• **SUPPLIED DATA**
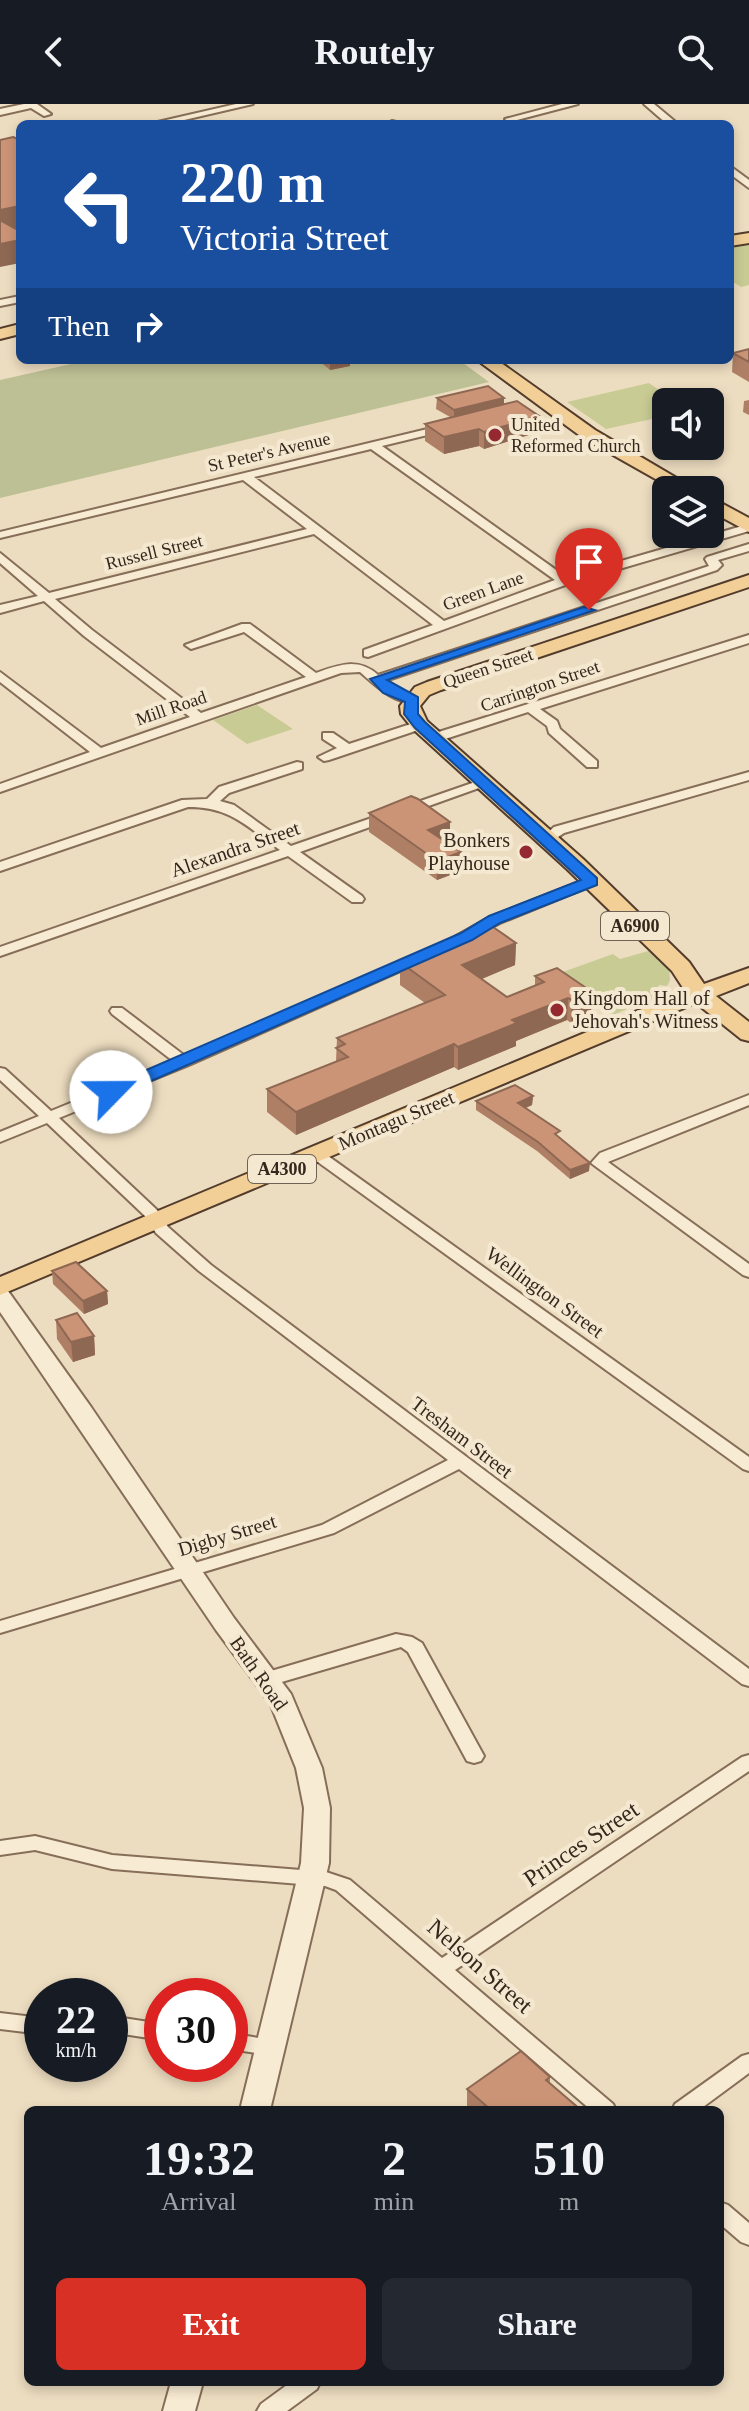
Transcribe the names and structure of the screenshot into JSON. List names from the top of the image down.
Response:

...

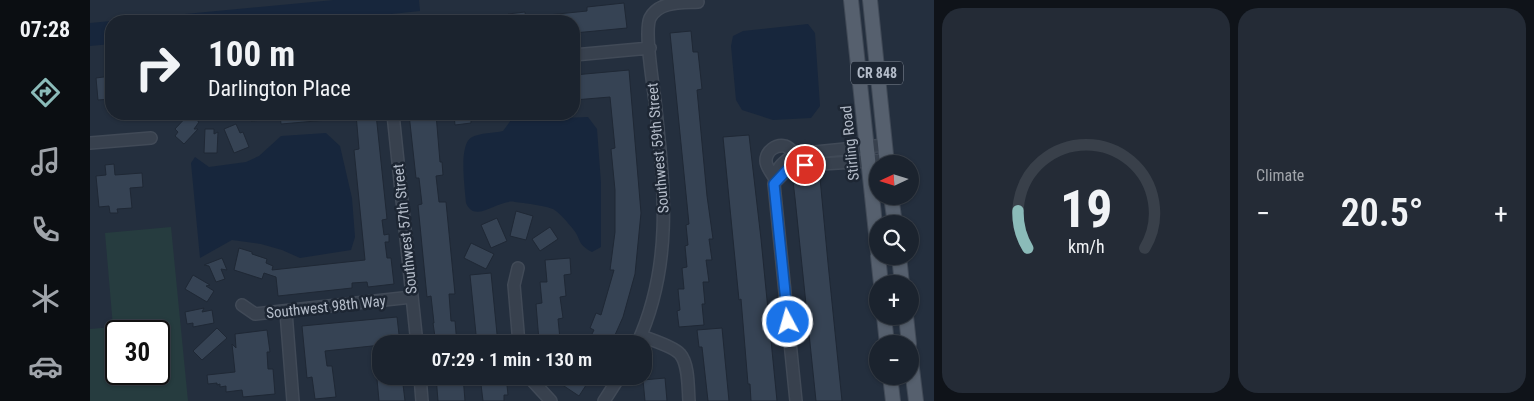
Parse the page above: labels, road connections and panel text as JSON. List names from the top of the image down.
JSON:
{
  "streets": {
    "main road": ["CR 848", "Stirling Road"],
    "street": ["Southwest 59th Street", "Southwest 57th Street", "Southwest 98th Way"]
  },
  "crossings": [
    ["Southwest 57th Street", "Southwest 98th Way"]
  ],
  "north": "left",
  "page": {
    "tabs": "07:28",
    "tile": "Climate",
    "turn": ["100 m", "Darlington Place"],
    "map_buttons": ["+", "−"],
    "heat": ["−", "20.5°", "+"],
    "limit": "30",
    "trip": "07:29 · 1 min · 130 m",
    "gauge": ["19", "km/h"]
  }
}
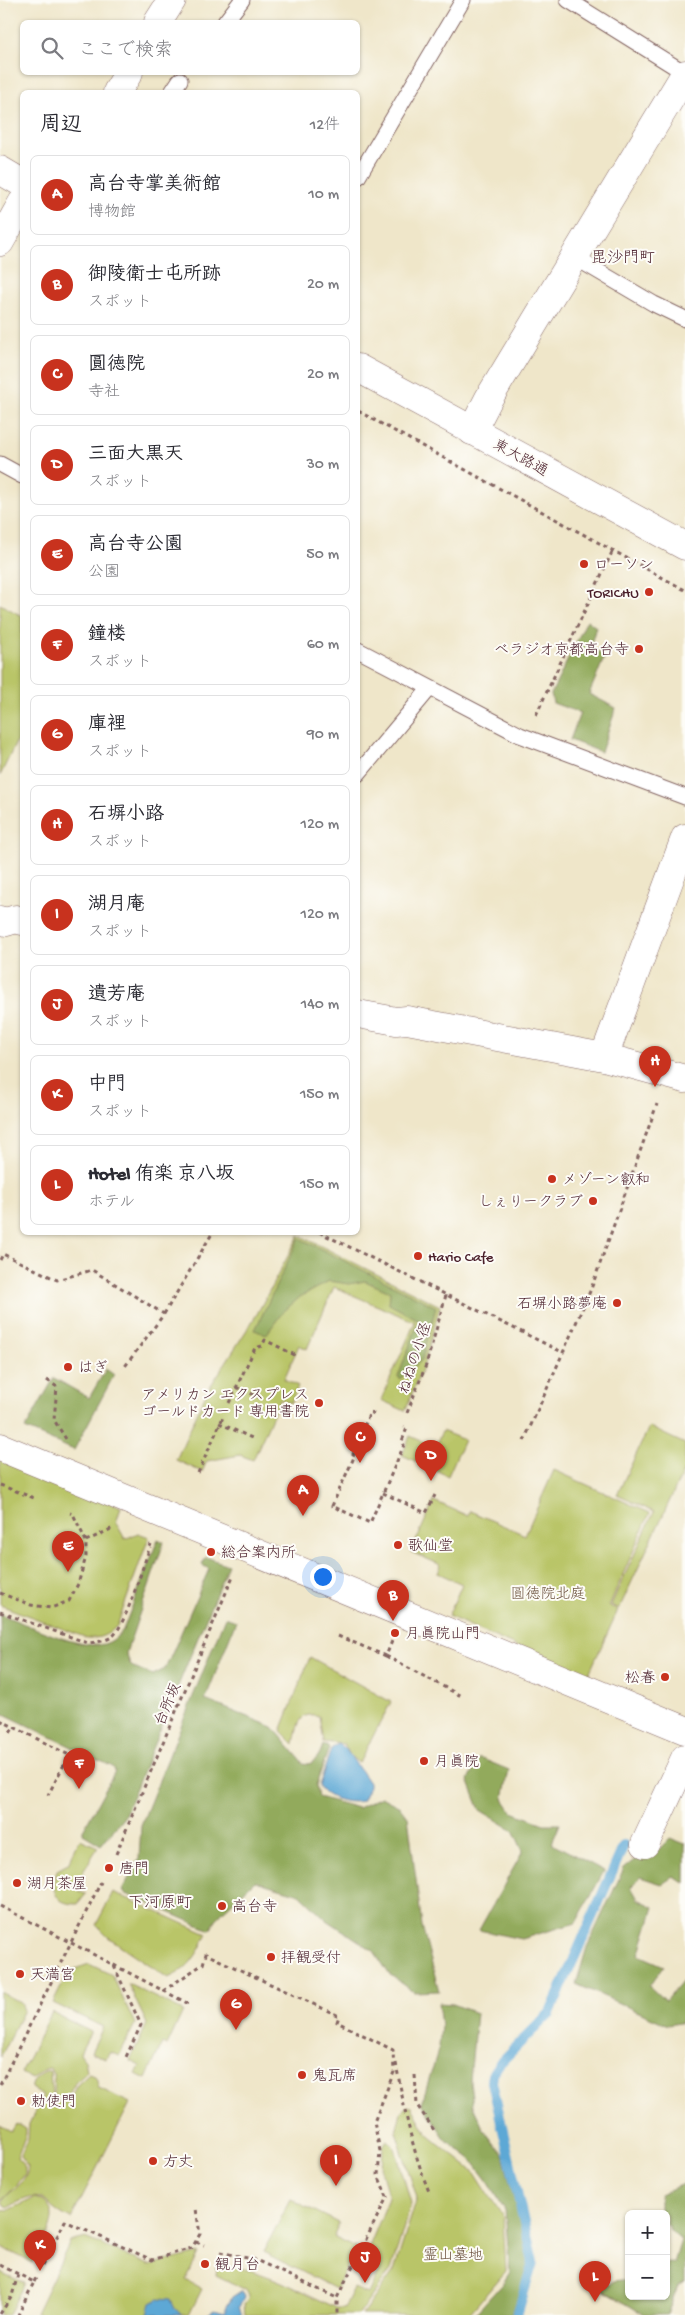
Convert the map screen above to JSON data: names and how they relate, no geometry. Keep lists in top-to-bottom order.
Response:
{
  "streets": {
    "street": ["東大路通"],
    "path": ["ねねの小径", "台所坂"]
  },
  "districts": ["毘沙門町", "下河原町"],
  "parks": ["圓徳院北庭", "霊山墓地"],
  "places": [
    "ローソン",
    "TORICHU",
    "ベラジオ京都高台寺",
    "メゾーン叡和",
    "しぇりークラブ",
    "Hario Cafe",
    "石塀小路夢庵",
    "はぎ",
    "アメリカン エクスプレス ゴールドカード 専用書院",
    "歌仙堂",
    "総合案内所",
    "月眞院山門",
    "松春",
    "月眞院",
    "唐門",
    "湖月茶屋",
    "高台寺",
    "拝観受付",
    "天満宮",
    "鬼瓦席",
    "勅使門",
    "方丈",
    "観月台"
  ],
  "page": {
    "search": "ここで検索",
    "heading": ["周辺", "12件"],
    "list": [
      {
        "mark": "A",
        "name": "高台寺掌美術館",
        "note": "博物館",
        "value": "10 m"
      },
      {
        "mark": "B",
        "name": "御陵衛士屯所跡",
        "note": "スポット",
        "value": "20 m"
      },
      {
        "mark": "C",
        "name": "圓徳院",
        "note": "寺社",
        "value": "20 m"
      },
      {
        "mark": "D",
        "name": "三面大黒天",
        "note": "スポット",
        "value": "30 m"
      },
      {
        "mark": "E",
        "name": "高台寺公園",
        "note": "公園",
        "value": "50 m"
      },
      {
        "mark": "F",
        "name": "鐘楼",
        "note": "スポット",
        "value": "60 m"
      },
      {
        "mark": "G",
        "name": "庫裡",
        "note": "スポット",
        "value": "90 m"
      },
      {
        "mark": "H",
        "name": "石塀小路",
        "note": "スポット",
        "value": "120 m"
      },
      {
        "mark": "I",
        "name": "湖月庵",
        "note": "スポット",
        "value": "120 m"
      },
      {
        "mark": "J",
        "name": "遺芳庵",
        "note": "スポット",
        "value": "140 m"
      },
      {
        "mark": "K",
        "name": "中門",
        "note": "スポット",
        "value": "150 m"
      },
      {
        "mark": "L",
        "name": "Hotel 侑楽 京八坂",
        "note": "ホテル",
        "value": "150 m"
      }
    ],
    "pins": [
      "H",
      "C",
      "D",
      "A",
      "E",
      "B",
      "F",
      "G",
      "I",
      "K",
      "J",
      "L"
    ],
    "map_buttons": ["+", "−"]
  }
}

--

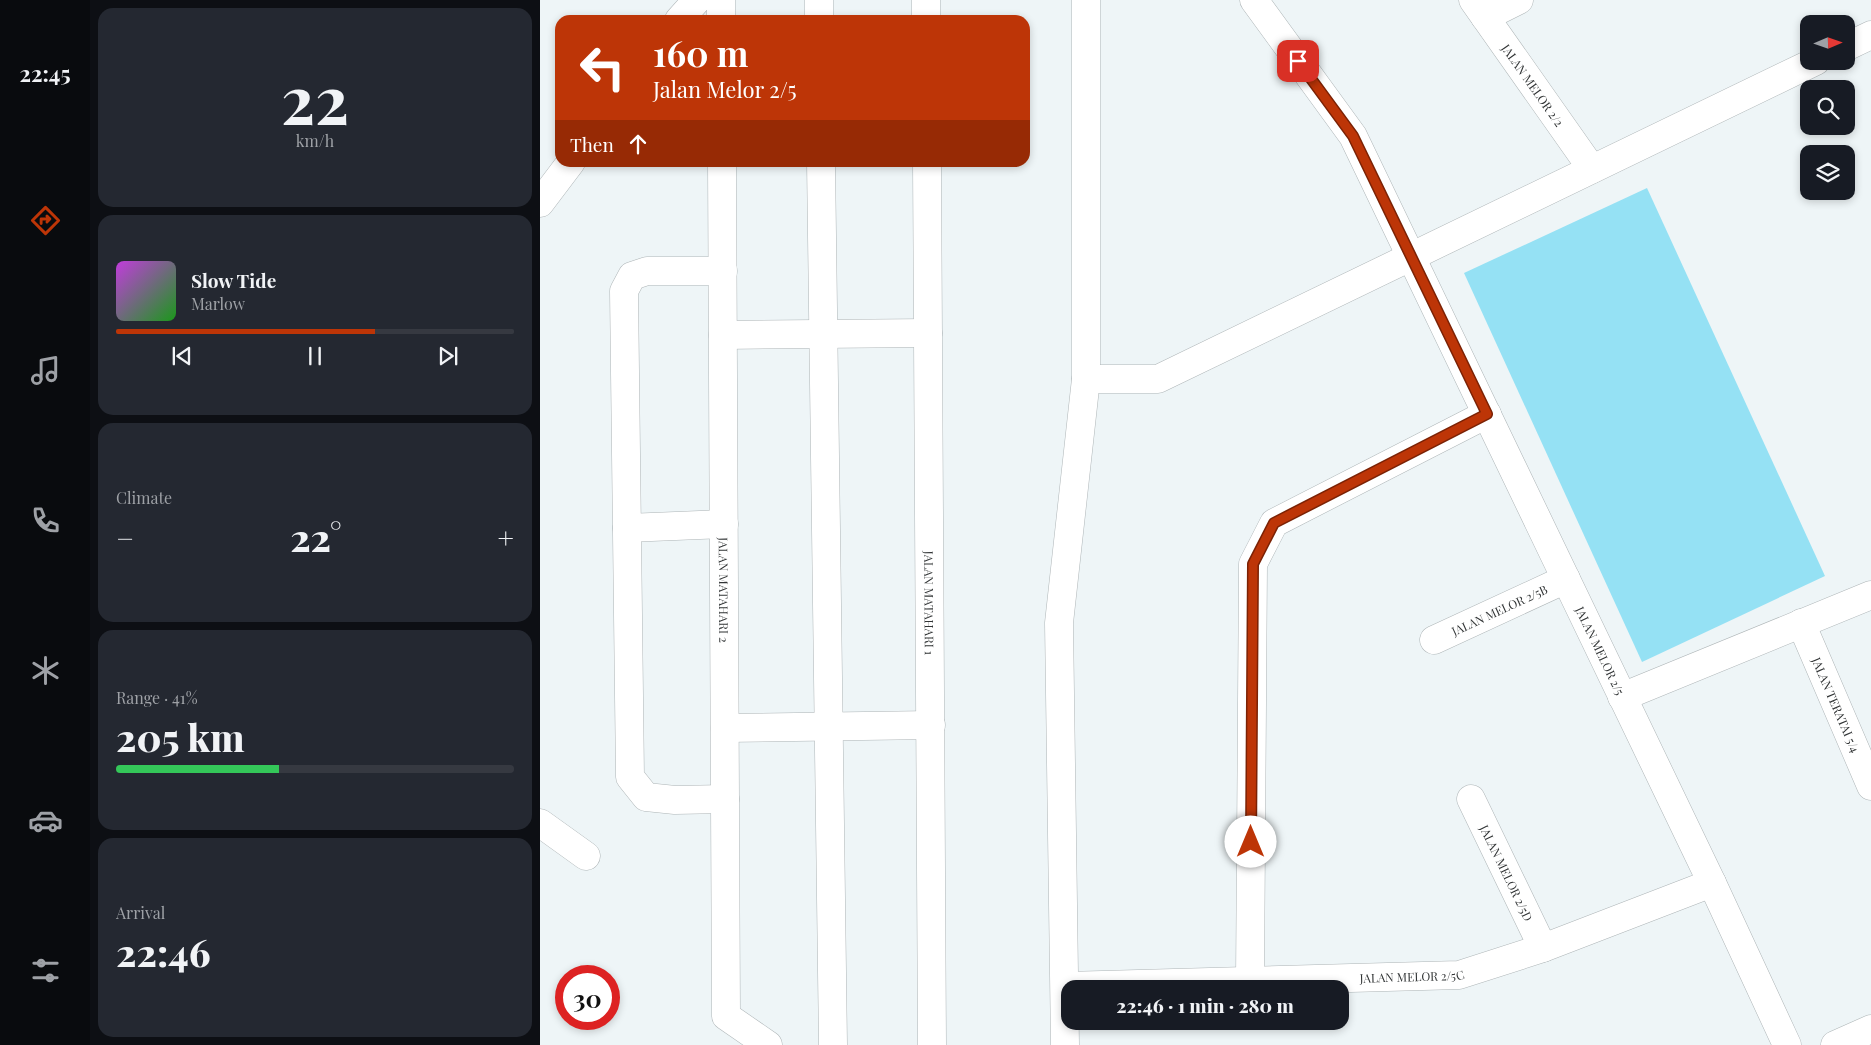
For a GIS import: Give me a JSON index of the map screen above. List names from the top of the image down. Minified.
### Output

• **ABOUT THIS EXERCISE**
Produce the number of lines in the data containing the string "above", with nothing added.

• **RESPONSE BELOW**
3